Examine each line of the data. Copy the line if it includes the word "image".

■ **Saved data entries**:

────────

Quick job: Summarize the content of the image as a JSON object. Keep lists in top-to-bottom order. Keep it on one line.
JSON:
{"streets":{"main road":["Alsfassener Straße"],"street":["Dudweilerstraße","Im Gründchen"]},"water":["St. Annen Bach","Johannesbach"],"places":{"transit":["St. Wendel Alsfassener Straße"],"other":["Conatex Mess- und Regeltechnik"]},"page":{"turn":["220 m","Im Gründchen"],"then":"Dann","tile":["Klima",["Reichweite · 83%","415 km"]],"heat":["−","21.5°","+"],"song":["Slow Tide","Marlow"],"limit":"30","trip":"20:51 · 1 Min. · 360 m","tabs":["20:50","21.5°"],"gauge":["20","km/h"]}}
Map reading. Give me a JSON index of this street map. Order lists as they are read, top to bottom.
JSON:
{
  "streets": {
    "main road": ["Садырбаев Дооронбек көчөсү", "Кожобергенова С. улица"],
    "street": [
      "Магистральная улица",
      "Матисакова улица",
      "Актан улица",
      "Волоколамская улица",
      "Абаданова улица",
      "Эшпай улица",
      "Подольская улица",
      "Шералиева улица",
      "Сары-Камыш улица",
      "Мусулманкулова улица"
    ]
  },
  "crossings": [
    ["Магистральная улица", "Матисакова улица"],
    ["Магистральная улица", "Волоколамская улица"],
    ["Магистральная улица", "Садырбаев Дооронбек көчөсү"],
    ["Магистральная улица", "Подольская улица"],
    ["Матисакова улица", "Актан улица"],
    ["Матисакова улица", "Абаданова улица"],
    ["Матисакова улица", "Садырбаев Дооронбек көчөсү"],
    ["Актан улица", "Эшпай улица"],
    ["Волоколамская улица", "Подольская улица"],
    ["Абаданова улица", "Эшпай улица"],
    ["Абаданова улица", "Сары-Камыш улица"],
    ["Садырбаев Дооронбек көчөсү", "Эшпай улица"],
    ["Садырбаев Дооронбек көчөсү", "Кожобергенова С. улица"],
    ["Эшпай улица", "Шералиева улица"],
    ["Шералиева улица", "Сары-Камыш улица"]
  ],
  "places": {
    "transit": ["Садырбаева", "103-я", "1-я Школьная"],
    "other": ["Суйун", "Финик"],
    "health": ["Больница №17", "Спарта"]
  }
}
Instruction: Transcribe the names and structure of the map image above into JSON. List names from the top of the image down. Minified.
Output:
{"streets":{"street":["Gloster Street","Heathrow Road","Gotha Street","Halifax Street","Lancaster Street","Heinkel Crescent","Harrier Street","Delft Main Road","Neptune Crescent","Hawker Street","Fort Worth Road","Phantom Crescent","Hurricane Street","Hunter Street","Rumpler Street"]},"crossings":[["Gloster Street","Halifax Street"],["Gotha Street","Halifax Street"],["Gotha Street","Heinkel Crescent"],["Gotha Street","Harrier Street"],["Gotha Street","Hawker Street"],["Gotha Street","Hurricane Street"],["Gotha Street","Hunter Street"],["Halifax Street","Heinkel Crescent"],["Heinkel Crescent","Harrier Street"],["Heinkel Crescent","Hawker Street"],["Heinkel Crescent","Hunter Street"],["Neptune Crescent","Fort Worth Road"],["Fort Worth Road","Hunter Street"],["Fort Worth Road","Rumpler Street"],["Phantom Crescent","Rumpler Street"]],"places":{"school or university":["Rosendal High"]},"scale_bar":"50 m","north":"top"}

────────

■ **OUTPUT BELOW**:
Quick job: Summarize the content of the image as a JSON object. Keep lists in top-to-bottom order. Keep it on one line.
Instruction: Transcribe the names and structure of the map image above into JSON. List names from the top of the image down. Minified.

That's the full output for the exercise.